(Stored items)

________________________

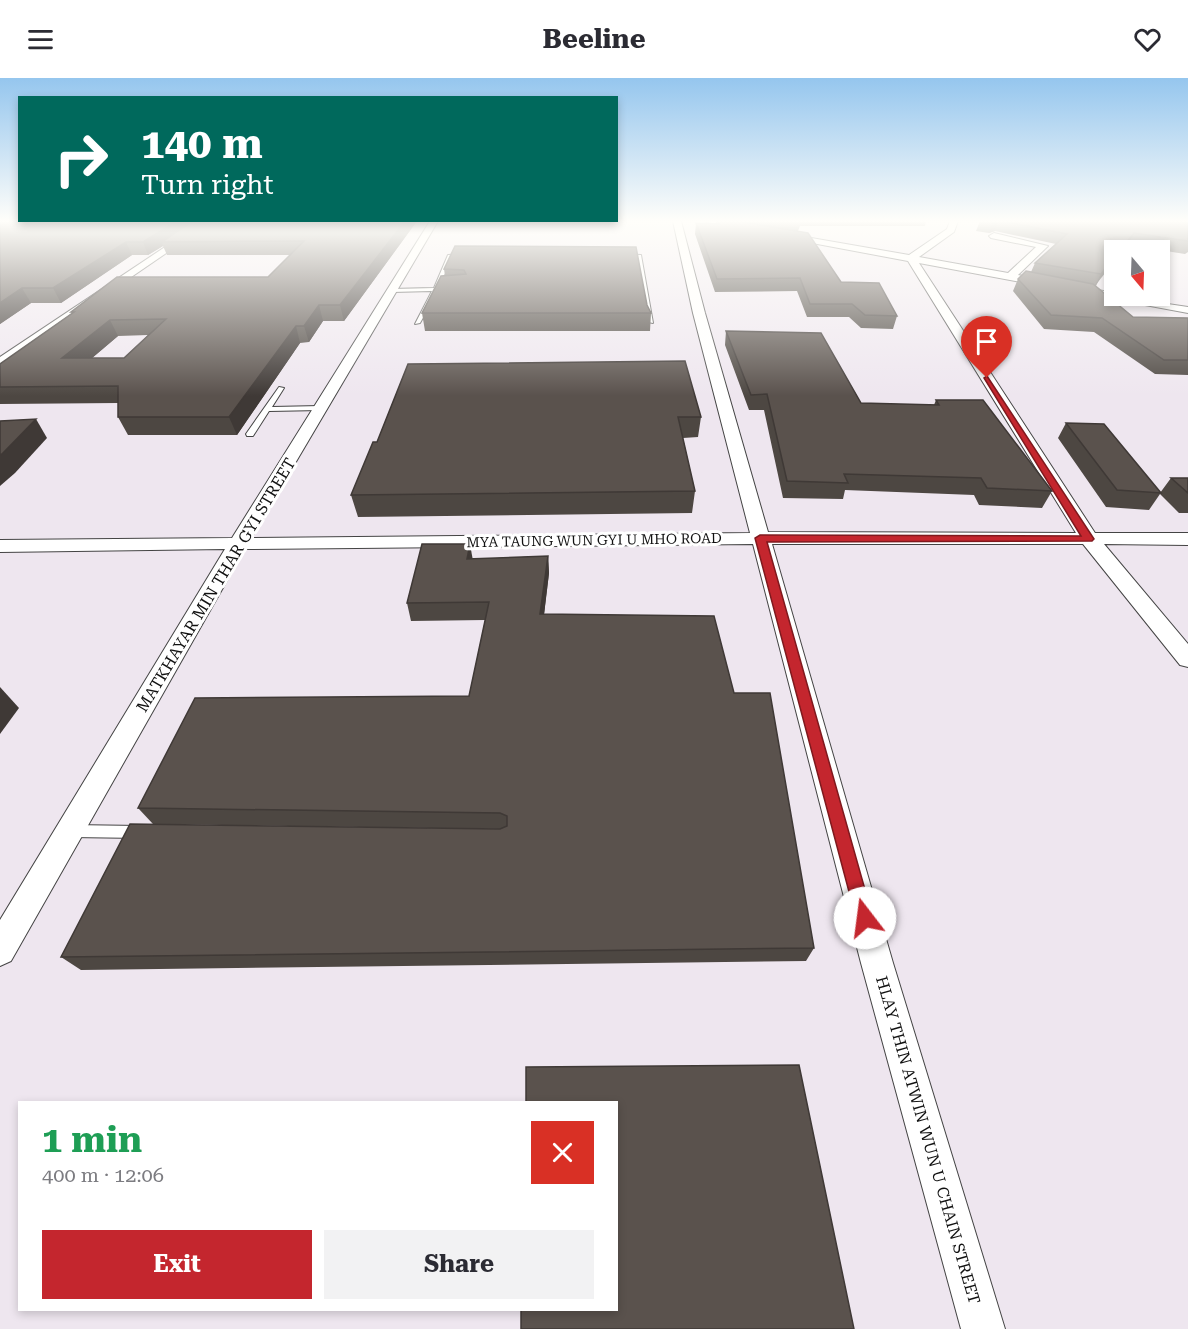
<!DOCTYPE html>
<html lang="en">
<head>
<meta charset="utf-8">
<style>
  body { margin:0; font-family:"Roboto Serif",serif; background:#f2f2f3; color:#2b2b33; height:100vh; display:flex; flex-direction:column; font-size:22px; white-space:nowrap }
  * { box-sizing:border-box; margin:0 }
  p { font-size:20px; color:#7c7c81 }
  .icon { flex:none; width:33px; height:33px; fill:none; stroke:currentColor; stroke-width:2; stroke-linecap:round; stroke-linejoin:round }
  .map { position:relative; flex:1; overflow:hidden }
  .side { position:absolute; left:18px; top:1023px; width:600px; height:210px; display:flex; flex-direction:column; background:#fff; border-radius:0px; box-shadow:0 3px 9px #0003 }
  .side>* { flex:none }
  .guide { position:absolute; left:18px; top:18px; width:600px; height:126px; border-radius:0px; box-shadow:0 3px 9px #0003; background:#00695c; color:#fff; overflow:hidden }
  .needle { width:39px; rotate:161deg }
  .controls { position:absolute; left:1104px; top:162px; display:grid; gap:12px }
  .controls a { display:grid; place-items:center; width:66px; height:66px; border-radius:0px; background:#fff; box-shadow:0 3px 9px #0003; font-size:30px }
  .pin { position:absolute; display:grid; place-items:center; width:51px; height:51px; color:#fff; margin:-62px -26px; border-radius:50% 50% 50% 0; rotate:-45deg; box-shadow:0 0 6px #0007 }
  .pin .icon { rotate:45deg }
  .me { position:absolute; width:66px; margin:-33px; rotate:345deg; stroke-linejoin:round; filter:drop-shadow(0 0 4px #0008) }
  .turn { display:flex; align-items:center; gap:21px; height:126px; padding:0 24px; font-size:27px }
  .turn .icon { width:78px; height:78px; stroke-width:2.5 }
  .turn b { display:block; font-size:42px; line-height:51px }
  .round { display:grid; place-items:center; flex:none; width:63px; height:63px; border-radius:0px; background:#f2f2f3 }
  .summary { display:flex; align-items:center; justify-content:space-between; height:102px; padding:0 24px }
  h1 { font-size:36px; font-weight:700; line-height:45px; color:#1e9e55 }
  .cta { display:flex; gap:12px; margin-top:auto; padding:12px 24px }
  .cta a { flex:1; height:69px; border-radius:0px; background:#c4262e; color:#fff; font-size:24px; font-weight:700; line-height:69px; text-align:center }
  .cta a+a { background:#f2f2f3; color:#2b2b33 }
  header { display:flex; justify-content:space-between; align-items:center; height:78px; padding:0 24px; background:#fff; font-size:27px; font-weight:700 }
  .map>svg:first-child { display:block }
  .industrial { fill:#eee6ef; fill-rule:evenodd }
  .lines { fill:none; stroke-linecap:round; stroke-linejoin:round }
  .service-casing { stroke:#444; stroke-width:2 }
  .minor-casing { stroke:#444; stroke-width:2 }
  .service { fill:#fff; fill-rule:evenodd }
  .minor { fill:#fff; fill-rule:evenodd }
  .wall { fill:#4d4742; fill-rule:evenodd }
  .shaded-wall { fill:#3f3936 }
  .building { fill:#5a524d; stroke:#3f3936; stroke-width:1.5; fill-rule:evenodd }
  .route { fill:#c4262e; stroke:#7f191e; stroke-width:1.5 }
  .labels { text-anchor:middle; dominant-baseline:central; stroke-width:6; stroke-linejoin:round; paint-order:stroke }
  .far-street-label { font-size:14px; fill:#111; stroke:#fff }
  .street-label { font-size:16px; fill:#111; stroke:#fff }
</style>
</head>
<body>
<header><svg class="icon" aria-label="menu" viewBox="0 0 24 24"><path d="M4 6h16M4 12h16M4 18h16"/></svg>Beeline<svg class="icon" aria-label="heart" viewBox="0 0 24 24"><path d="M12 20l-8-8c-3-5 5-10 8-4 3-6 11-1 8 4z"/></svg></header>
<div class="map">
<svg width="1188" height="1251" viewBox="0 0 1188 1251">
  <rect width="100%" height="100%" fill="#fffdf5"/>
  <!-- industrial -->
  <path class="industrial" d="M0,143H1188V1251H0ZM1114,172H1160V218H1114ZM20,1024H616V1232H20Z"/>
  <g class="lines">
    <defs>
      <g id="service">
        <polygon points="467,176 469,178 452,179 439,209 445,211 438,213 420,245 415,246 432,213 392,214 390,211 434,210 448,177"/>
        <polygon points="620,176 641,177 653,245 648,244 637,178 622,178"/>
        <polygon points="279,309 284,310 272,329 321,328 325,330 321,332 269,333 253,358 247,358 246,356"/>
        <polygon points="70,747 141,748 146,750 148,754 146,758 141,760 70,759 65,757 63,753 65,749"/>
      </g>
      <g id="minor">
        <polygon points="204,143 213,143 0,289 0,279"/>
        <polygon points="430,143 438,143 251,460 750,455 693,235 673,143 681,143 705,235 768,454 1076,455 908,183 780,159 777,158 777,154 909,177 947,151 950,143 958,143 954,154 919,179 1008,195 1036,169 991,160 989,158 994,155 1048,168 1018,197 1114,215 1114,218 1188,229 1188,235 919,185 1095,455 1188,455 1188,467 1104,466 1188,566 1188,589 1180,587 1083,466 772,466 893,885 1005,1251 961,1251 861,885 753,466 245,471 11,883 0,888 0,842 225,471 0,474 0,462 232,460"/>
        <polygon points="703,143 719,143 750,150 746,153"/>
      </g>
    </defs>
    <!-- service casing -->
    <use href="#service" class="service-casing"/>
    <!-- minor casing -->
    <use href="#minor" class="minor-casing"/>
    <!-- service -->
    <use href="#service" class="service"/>
    <!-- minor -->
    <use href="#minor" class="minor"/>
  </g>
  <!-- wall -->
  <g class="wall">
    <path d="M0,143H417L344,243H323L309,264L300,265L237,357H128L118,339V325L0,326V286L72,235L71,234L268,199L291,177H167L163,168L148,177H132L61,225H31L0,246ZM148,257L124,280H92L118,258Z"/>
    <polygon points="716,143 926,143 925,148 800,148 798,153 841,204 897,238 893,251 861,250 849,239 807,239 797,213 715,214 695,156 696,145 716,146"/>
    <polygon points="980,143 1188,143 1188,174 1185,176 1128,167 1123,172 1114,172 1096,208 1133,239 1188,240 1188,297 1155,296 1094,254 1044,251 1013,213 1018,201 1031,194 1035,185 1056,166 995,153 989,155 976,153"/>
    <polygon points="455,168 647,227 651,235 650,253 425,253 422,235 445,198 444,191"/>
    <polygon points="726,253 861,325 934,327 936,322 1052,413 1042,430 979,427 974,417 845,412 843,421 783,420 764,332 749,332 725,267"/>
    <polygon points="408,286 701,339 698,359 683,360 695,413 692,435 358,439 351,417 377,364"/>
    <polygon points="1066,345 1160,415 1171,400 1188,400 1188,435 1179,435 1160,416 1149,432 1106,429 1058,360"/>
    <polygon points="548,478 549,495 544,536 734,615 814,870 806,883 81,892 61,879 501,751 153,746 138,730 469,618 485,542 411,543 407,525 472,481"/>
  </g>
  <!-- shaded-wall -->
  <g class="shaded-wall">
    <polygon points="177,143 201,143 162,164 163,168 148,177 143,164"/>
    <polygon points="405,143 417,143 344,243 340,227"/>
    <polygon points="997,143 998,143 995,153 989,155 993,144"/>
    <polygon points="1134,155 1128,167 1123,172 1120,172"/>
    <polygon points="126,164 132,177 61,225 53,210"/>
    <polygon points="1114,179 1114,184 1094,209 1101,196"/>
    <polygon points="22,210 31,225 0,246 0,225"/>
    <polygon points="319,227 323,243 309,264 304,248"/>
    <polygon points="110,242 118,258 72,297 62,280"/>
    <polygon points="296,248 300,265 237,357 229,339"/>
    <polygon points="36,341 47,360 15,395 0,408 0,377"/>
    <polygon points="470,466 473,483 467,481"/>
    <polygon points="548,478 549,495 542,554 540,536"/>
    <polygon points="0,609 19,630 0,656"/>
  </g>
  <!-- building -->
  <g class="building">
    <polygon points="0,143 177,143 143,164 126,164 53,210 22,210 0,225"/>
    <path d="M193,143H405L340,227H319L304,248H296L229,339H118V308L0,309V286L74,234H71L117,199H268L304,163L162,164ZM166,241L124,280H62L110,242Z"/>
    <polygon points="718,143 737,143 808,155 841,204 879,205 897,238 865,237 852,226 810,226 800,200 717,201 696,145 719,146"/>
    <polygon points="1003,143 1179,143 1188,145 1188,163 1134,155 1120,172 1114,172 1114,179 1101,196 1035,185 1067,156"/>
    <polygon points="455,168 636,169 647,227 651,235 422,235 441,198 466,196 464,192 444,191"/>
    <polygon points="1026,193 1093,206 1133,239 1188,240 1188,282 1164,282 1102,240 1051,237 1018,201"/>
    <polygon points="726,253 821,255 861,325 939,327 936,322 983,322 1052,413 987,410 981,400 844,396 848,405 787,403 767,316 751,317"/>
    <polygon points="685,283 701,339 678,339 695,413 351,417 373,364 377,364 408,286"/>
    <polygon points="36,341 2,376 0,377 0,343"/>
    <polygon points="1066,345 1104,346 1161,415 1117,412"/>
    <polygon points="1171,400 1188,400 1188,415"/>
    <polygon points="422,466 470,466 467,481 548,478 540,536 714,538 734,615 770,615 814,870 61,879 130,746 500,751 507,748 507,738 500,735 138,730 195,620 469,618 489,524 407,525"/>
    <polygon points="799,987 854,1251 521,1251 521,1232 616,1232 616,1024 526,1024 526,989"/>
  </g>
  <!-- sky -->
  <linearGradient id="sky" x2="0" y2="1"><stop stop-color="#95c6ee"/><stop offset="0.45" stop-color="#fffefa"/><stop offset="1" stop-color="#fffefa" stop-opacity="0"/></linearGradient>
  <rect width="1188" height="318" fill="url(#sky)"/>
  <!-- route -->
  <polygon class="route" points="987,298 1094,461 1092,463 767,464 873,840 871,846 865,849 858,846 856,840 755,460 760,457 1081,458 984,300"/>
  <g class="labels">
    <!-- far-street labels -->
    <g class="far-street-label">
      <text transform="translate(594 462) rotate(-1)">MYA TAUNG WUN GYI U MHO ROAD</text>
    </g>
    <!-- street labels -->
    <g class="street-label">
      <text transform="translate(216 507) rotate(-59)">MATKHAYAR MIN THAR GYI STREET</text>
      <text transform="translate(928 1062) rotate(74)">HLAY THIN ATWIN WUN U CHAIN STREET</text>
    </g>
  </g>
</svg>
<div class="controls">
<a><svg class="needle" viewBox="-14 -14 28 28"><path d="M0-13l5 13h-10z" fill="#e53935"/><path d="M0 13l5-13h-10z" fill="#7c7c81"/></svg></a>
</div>
<div class="pin" style="left:987px;top:300px;background:#d93025"><svg class="icon" aria-label="arrive" viewBox="0 0 24 24"><path d="M6 21V4h12l-3 4 3 4H6"/></svg></div>
<svg class="me" style="left:865px;top:840px" viewBox="-20 -20 40 40"><circle r="19" fill="#fff"/><path d="M0-13L10 11 0 6-10 11z" fill="#c4262e"/></svg>
<div class="guide">
<div class="turn"><svg class="icon" aria-label="right" viewBox="0 0 24 24"><path d="M7 20v-9h11M14 6l5 5-5 5"/></svg><div><b>140 m</b>Turn right</div></div>
</div>
<section class="side">
<div class="summary"><div><h1>1 min</h1><p>400 m · 12:06</p></div><a class="round" style="background:#d93025;color:#fff"><svg class="icon" aria-label="close" viewBox="0 0 24 24"><path d="M6 6l12 12M18 6L6 18"/></svg></a></div>
<div class="cta"><a>Exit</a><a>Share</a></div>
</section>
</div>
</body>
</html>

________________________

## What you are asked to do
Identify the lines above with the word "content". Copy them.

## Result of the task
  .summary { display:flex; align-items:center; justify-content:space-between; height:102px; padding:0 24px }
  header { display:flex; justify-content:space-between; align-items:center; height:78px; padding:0 24px; background:#fff; font-size:27px; font-weight:700 }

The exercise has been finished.